The 2015 study consists of three main complementary components: The Post-election survey, the Panel / Rolling Cross-Section survey, and the Candidate survey. The main difference compared to previous studies relates to the mode of data collection; the main emphasis was now moved towards web interviews. The other main innovation was the addition of a four-wave panel survey. As in 2011, novel thematic modules of particular salience to researchers were included in the different surveys, while keeping the necessary continuity in the core questionnaire of the Post-election survey for comparison with previous waves.
The post-election survey consists of 5,337 web and telephone interviews. The survey was done in a sequential mixed mode with web offered as the first option: 82% responded in this way, while 18% responded by telephone. The sampling was based on a representative sample of 2’600 Swiss citizens with an oversampling of small cantons to have at least 80 interviews per canton. An additional oversampling was done in the cantons of Zurich, Geneva, and Ticino.

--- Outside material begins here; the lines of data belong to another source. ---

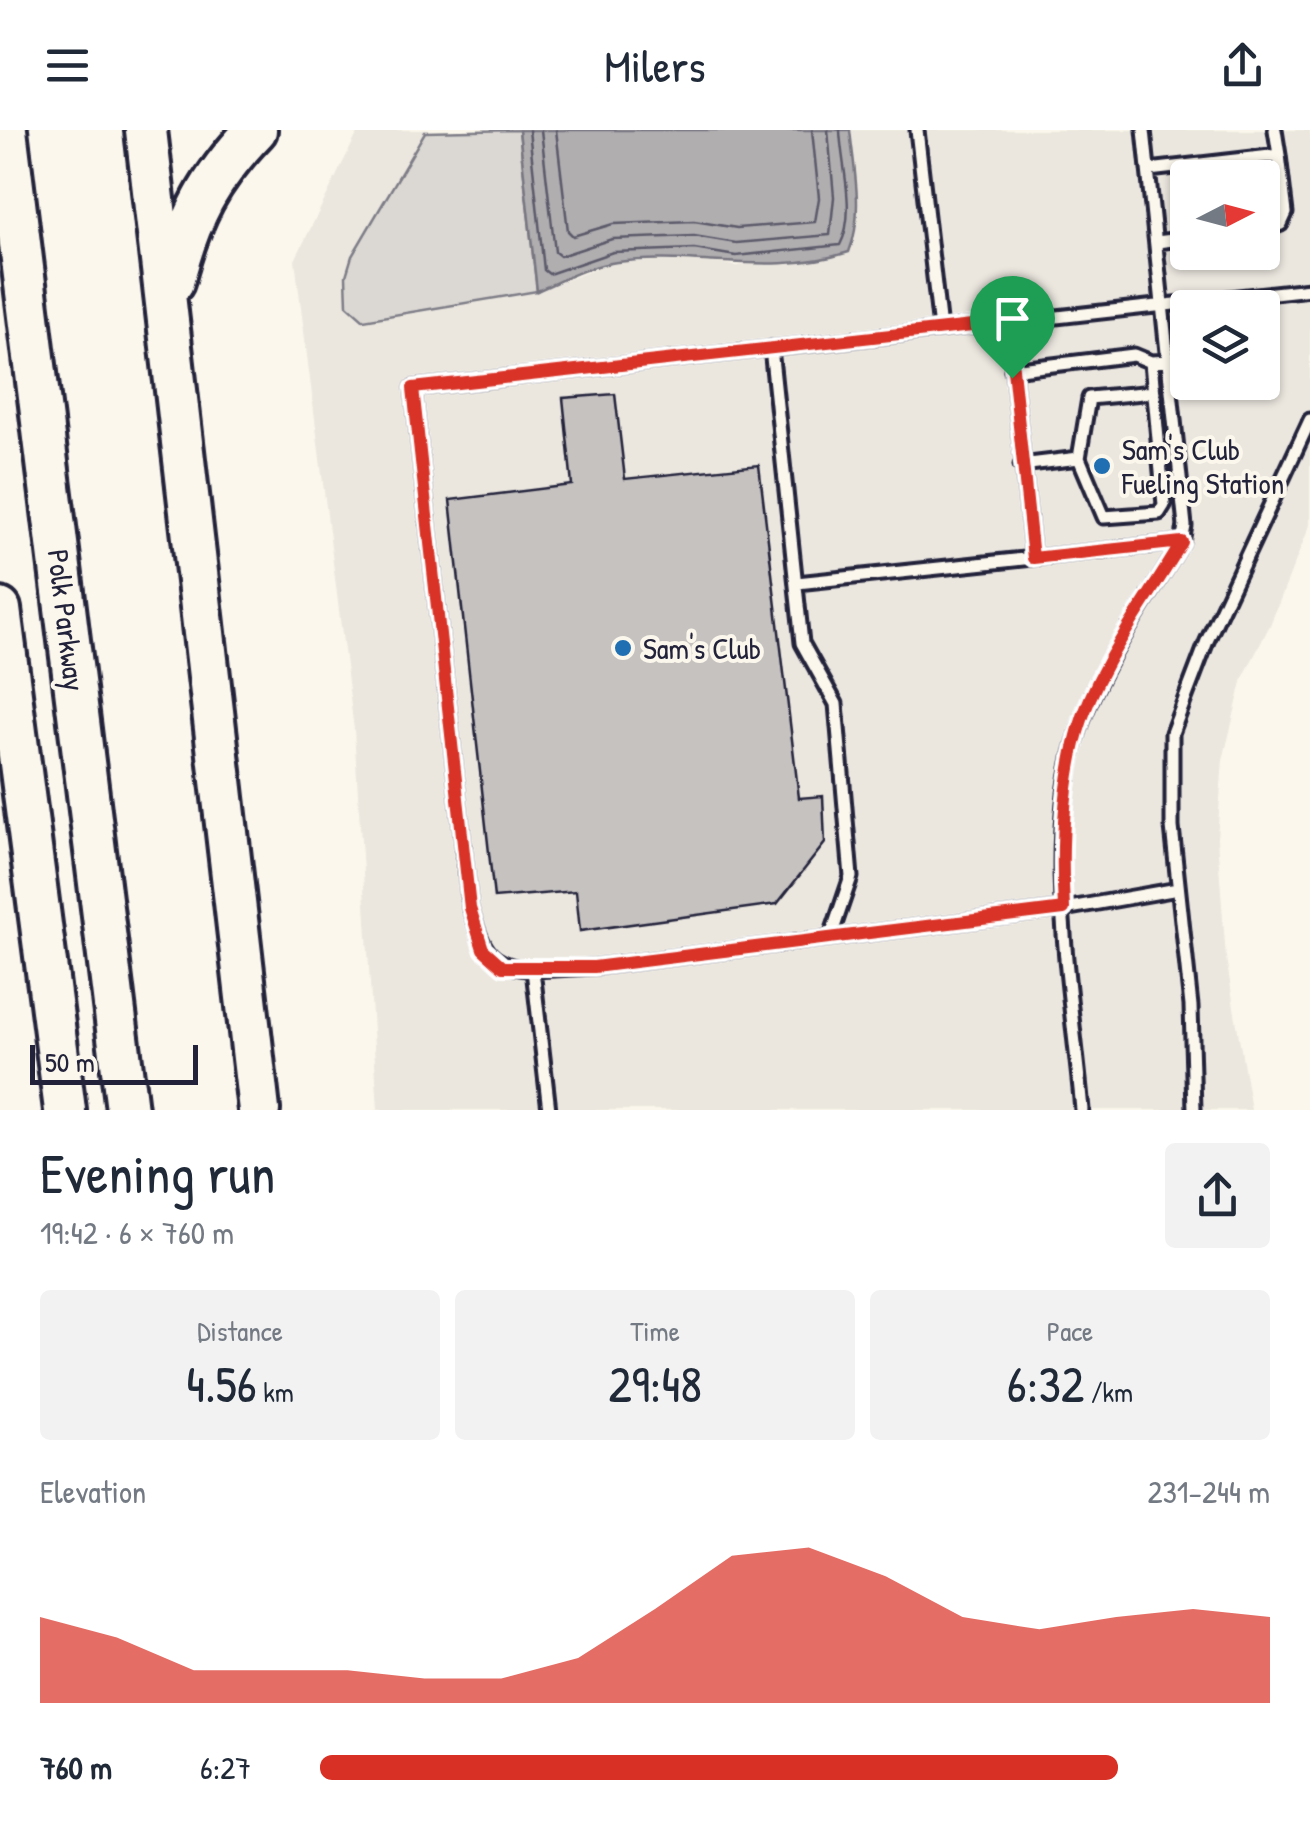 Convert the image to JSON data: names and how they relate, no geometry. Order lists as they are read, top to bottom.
{
  "streets": {
    "highway": ["Polk Parkway"]
  },
  "places": ["Sam's Club Fueling Station", "Sam's Club"],
  "scale_bar": "50 m",
  "north": "right",
  "page": {
    "header": "Milers",
    "scale": "50 m",
    "heading": ["Evening run", "19:42 · 6 × 760 m"],
    "stats": [
      ["Distance", "4.56 km"],
      ["Time", "29:48"],
      ["Pace", "6:32 /km"]
    ],
    "chart": ["Elevation", "231–244 m"],
    "list": [
      {
        "name": "760 m",
        "note": "6:27"
      }
    ]
  }
}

Panel / Rolling cross-section (RCS):
New for the 2015 study is a panel survey that studies the evolution of opinion and vote intention/choice during the different phases of the election cycle. Four waves were conducted: the first before the main campaign period, the second during the campaign, the third after the elections, and the fourth after the election of the Federal Council. 11’073 individuals responded to the first wave and 6’552 responded to the first three waves. The second wave was conducted as a Rolling cross-section, where around 120 individuals were interviewed daily during 61 days.
A media analysis was also conducted in the context of this survey.
The candidate survey was carried out among all candidates for the National Council and the Council of States in the framework of the Comparative Candidate Survey (CCS) project, based on the Round II questionnaire. The survey collects data on the biography, campaign activities, and policy position of the candidates. Among others, the information gathered makes possible the study of underlying factors of candidates’ electoral success, as well as of issues of representation and linkage between voters and elites.